“New Museum Opens at BYU,” Ensign, Oct. 1993, 80
Brigham Young University’s new Museum of Art opens to the public this month, October 18. The graceful red granite building is a much-needed facility and a dream come true.
“BYU has an extensive collection of museum-quality art that includes etchings by Rembrandt, paintings by J. Alden Weir, jade from the Ming Dynasty, sculptures by Mahonri Young, and some sterling examples from many respected artists,” explained James Mason, the museum’s first director. “While many pieces have been widely loaned, they have rarely been displayed on campus, because BYU has not had an adequate exhibit facility. In addition, many artworks have not been seen by the general public in more than half a century.”

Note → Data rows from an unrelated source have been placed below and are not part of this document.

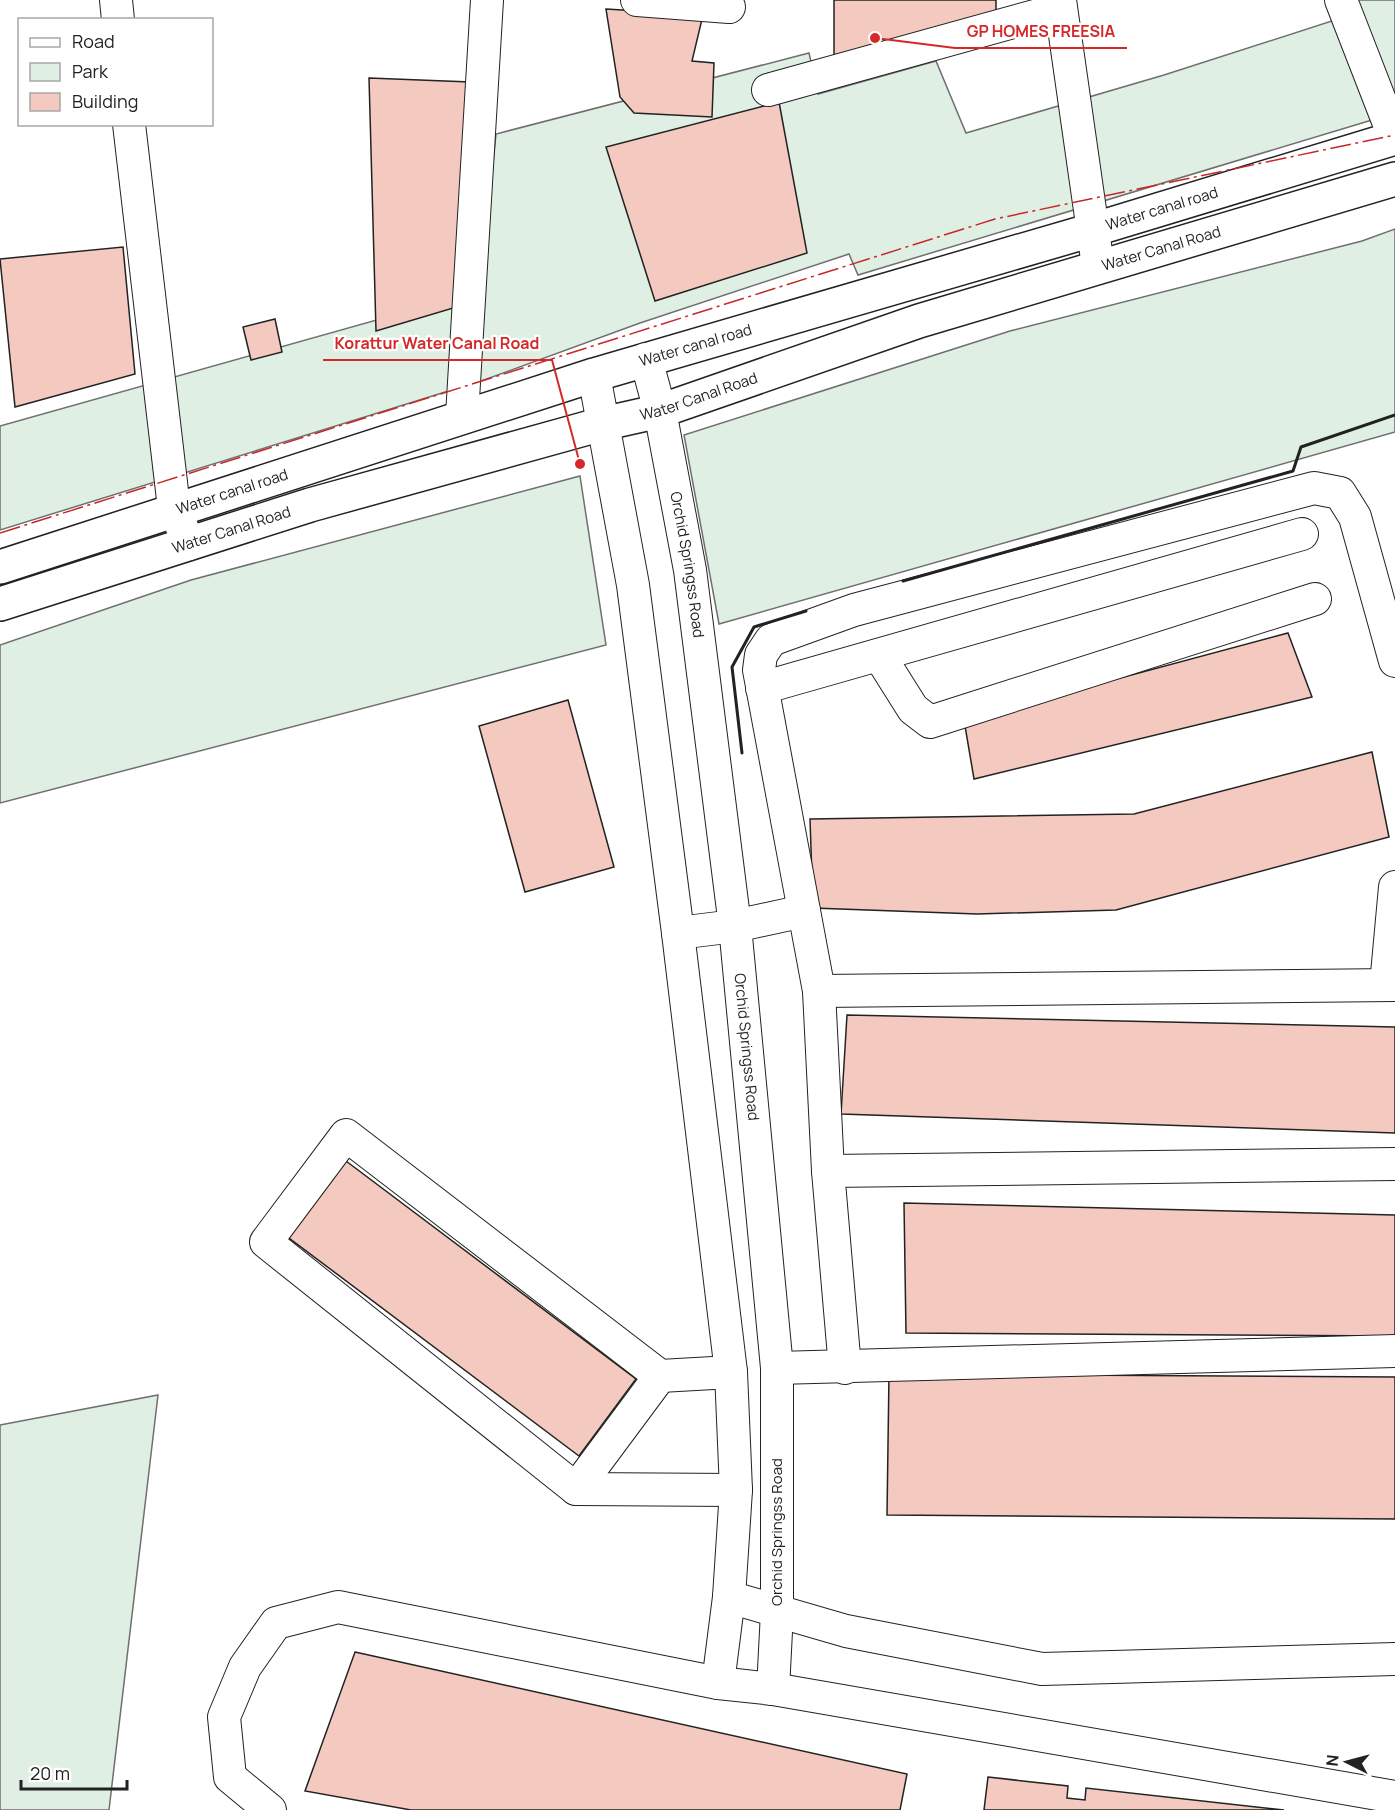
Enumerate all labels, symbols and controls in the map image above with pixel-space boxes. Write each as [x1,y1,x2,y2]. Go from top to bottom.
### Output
callout: GP HOMES FREESIA [955,14,1127,48]
legend [18,18,213,126]
text: GP HOMES FREESIA [967,20,1116,42]
text: Road [72,29,115,53]
text: Park [72,59,109,83]
text: Building [72,89,138,113]
street label: Water canal road [1103,181,1220,235]
street label: Water Canal Road [1099,221,1223,276]
street label: Water canal road [637,319,754,371]
callout: Korattur Water Canal Road [323,326,552,360]
text: Korattur Water Canal Road [335,332,539,354]
street label: Water Canal Road [638,367,760,425]
street label: Water canal road [173,464,291,519]
street label: Orchid Springss Road [665,490,709,639]
street label: Water Canal Road [170,501,293,558]
street label: Orchid Springss Road [730,972,764,1122]
street label: Orchid Springss Road [766,1458,787,1606]
north arrow [1317,1732,1377,1792]
scale bar [21,1753,128,1791]
text: N [1321,1754,1344,1767]
text: 20 m [30,1761,70,1785]

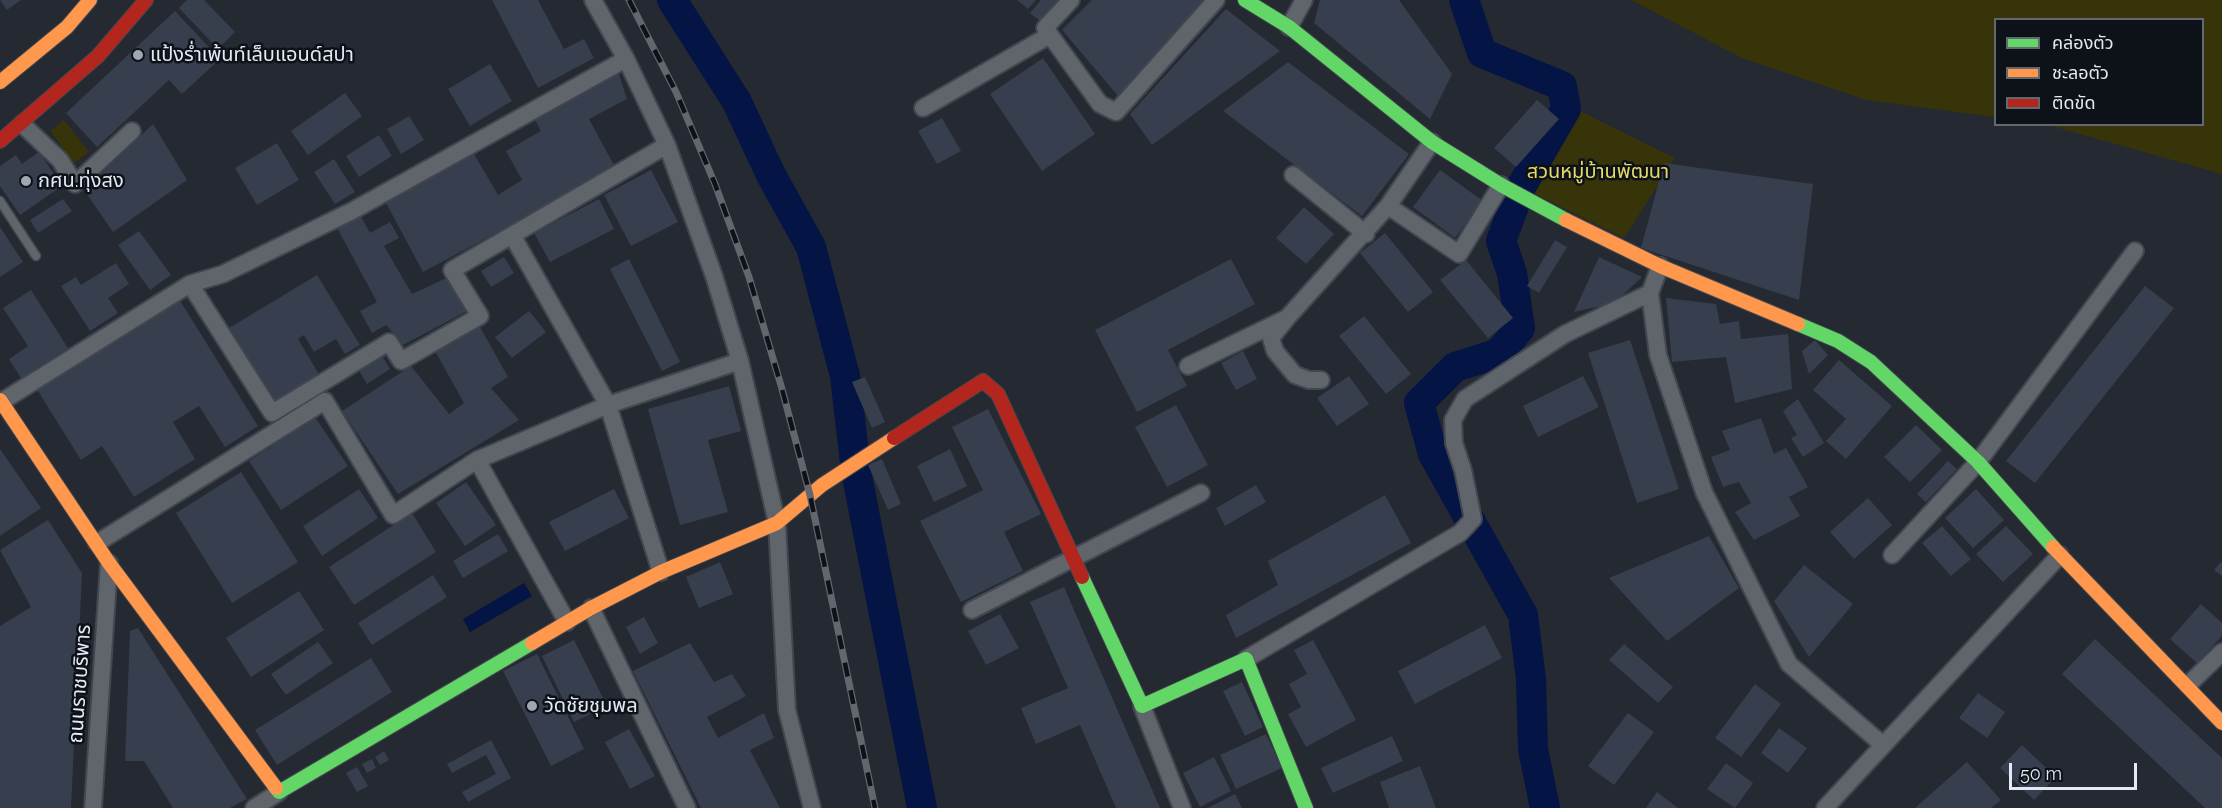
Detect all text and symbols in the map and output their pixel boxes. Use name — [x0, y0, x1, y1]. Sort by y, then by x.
legend — [1994, 18, 2204, 126]
text: คล่องตัว — [2052, 32, 2114, 53]
place label: แป้งร่ำเพ้นท์เล็บแอนด์สปา — [150, 43, 354, 67]
marker: แป้งร่ำเพ้นท์เล็บแอนด์สปา — [131, 48, 145, 62]
text: ชะลอตัว — [2052, 62, 2109, 83]
text: ติดขัด — [2052, 92, 2095, 113]
park label: สวนหมู่บ้านพัฒนา — [1527, 160, 1669, 184]
place label: กศน.ทุ่งสง — [38, 169, 124, 193]
marker: กศน.ทุ่งสง — [19, 174, 33, 188]
street label: ถนนราชบริพาร — [64, 624, 96, 744]
place label: วัดชัยชุมพล — [544, 694, 638, 718]
marker: วัดชัยชุมพล — [525, 699, 539, 713]
scale bar — [2012, 751, 2140, 789]
text: 50 m — [2020, 763, 2062, 784]

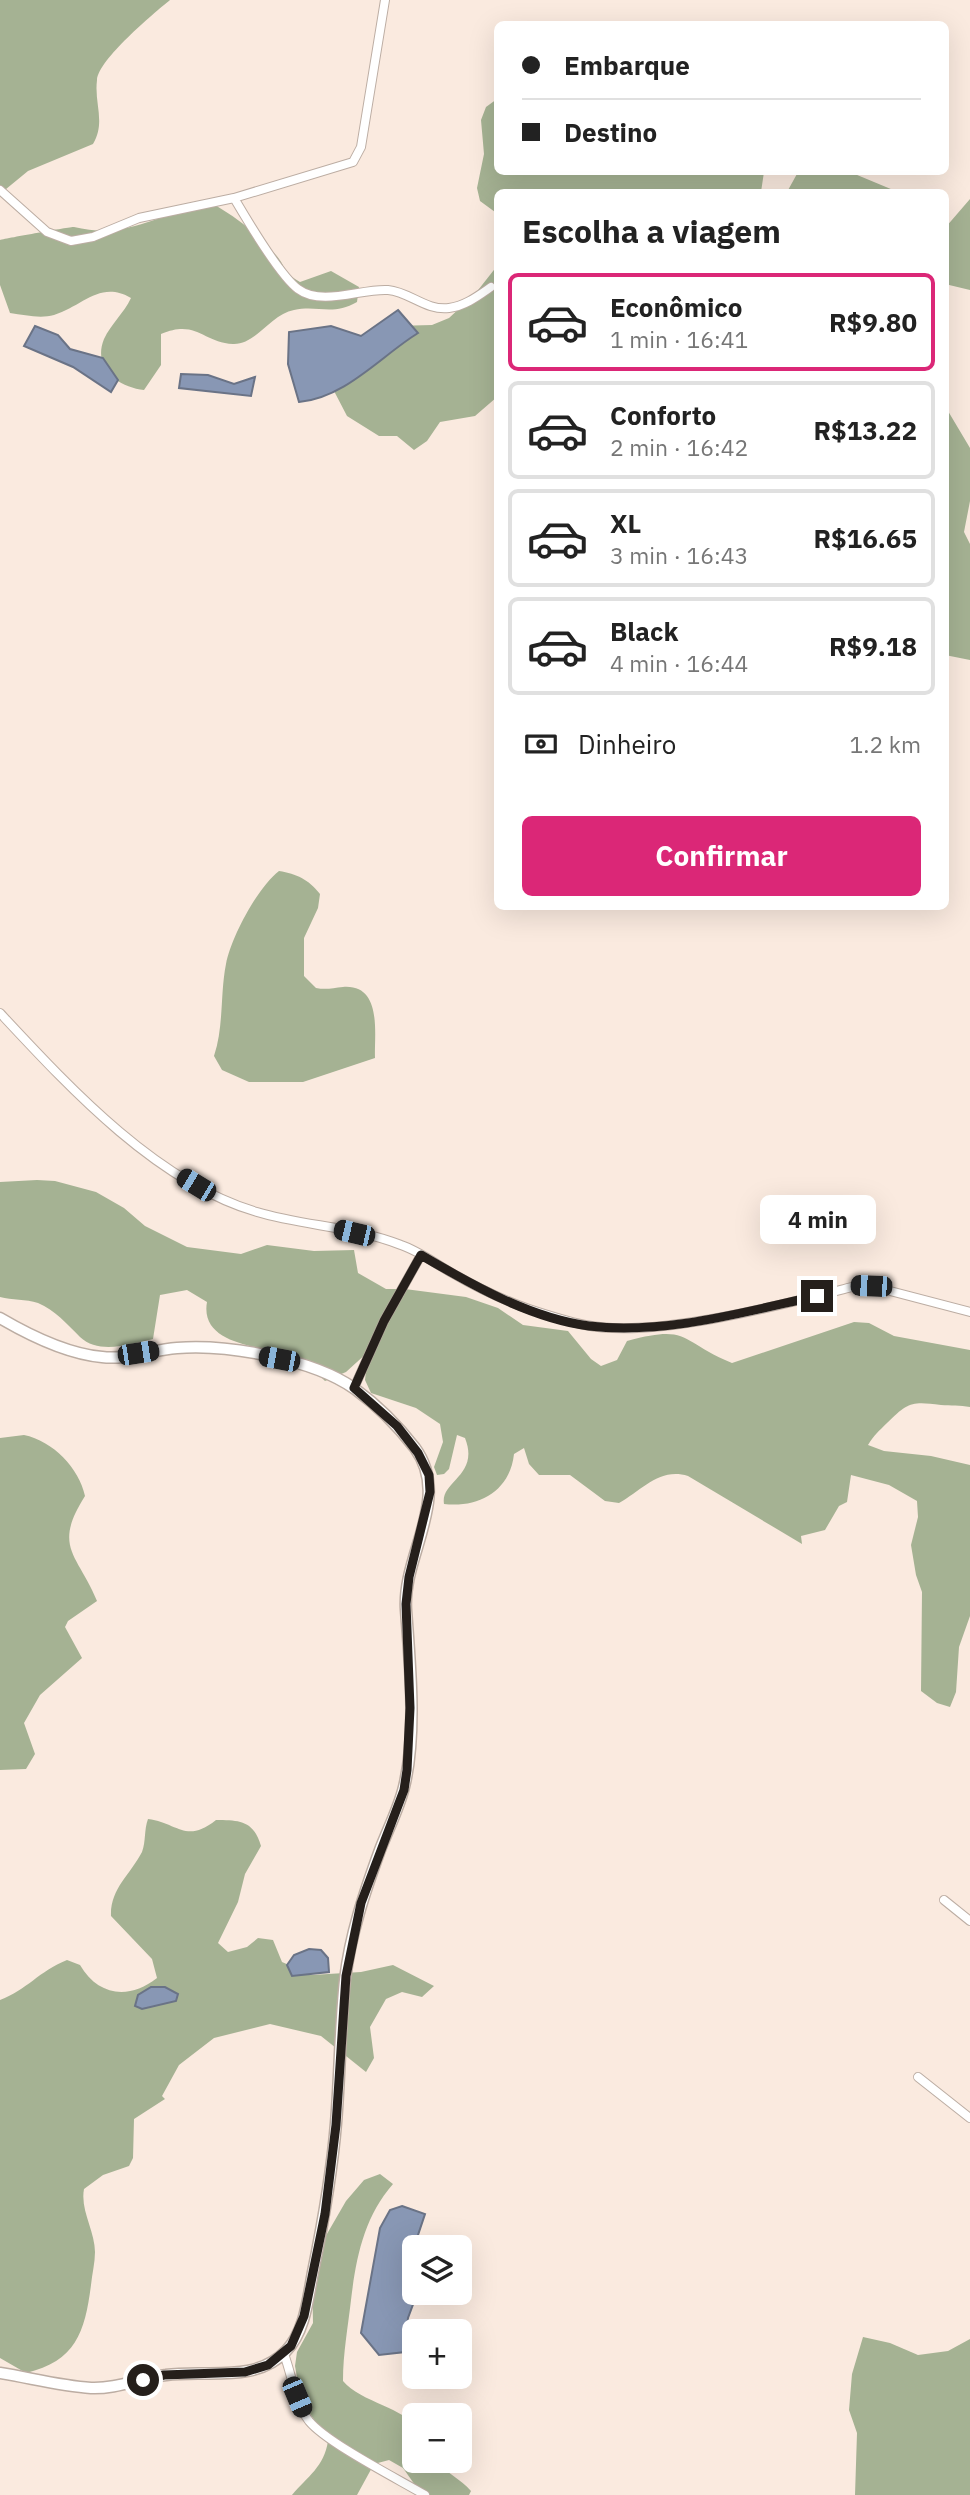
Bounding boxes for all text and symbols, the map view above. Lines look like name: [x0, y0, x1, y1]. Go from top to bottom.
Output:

The new 100,000-square-foot building, comprising three levels plus a mezzanine, provides ample space for displays, shows, and exhibits. The largest museum between Denver and San Francisco, BYU’s Museum of Art includes 700- to 4,000-square-foot galleries. In addition, the museum houses an educational center, which includes an electronic classroom and a children’s hands-on activity area. There are also cataloging and record-keeping areas, a conservation lab, photography lab, restaurant, gift shop, and exhibition design space. BYU’s art pieces not on display or loan will be kept in an extensive storage area.
Although normally there is no admission fee to get into the museum, special exhibits must be “self-sustaining,” explained Brother Mason. The museum’s opening show, “The Etruscans, Legacy of a Lost Civilization,” is one of those exhibits, and a fee will be charged.
When the Etruscan show closes, the museum will feature some exhibits and displays from its own art collection, including “Rembrandt Drawings,” “150 Years of American Art,” “Great Civilizations of Asia,” and “Utah Print Makers.”
“We are preparing for an exhibit from the Metropolitan Museum for next year as well as several international-quality shows,” Brother Mason noted. “It’s the beginning of a new era in the arts in the region.”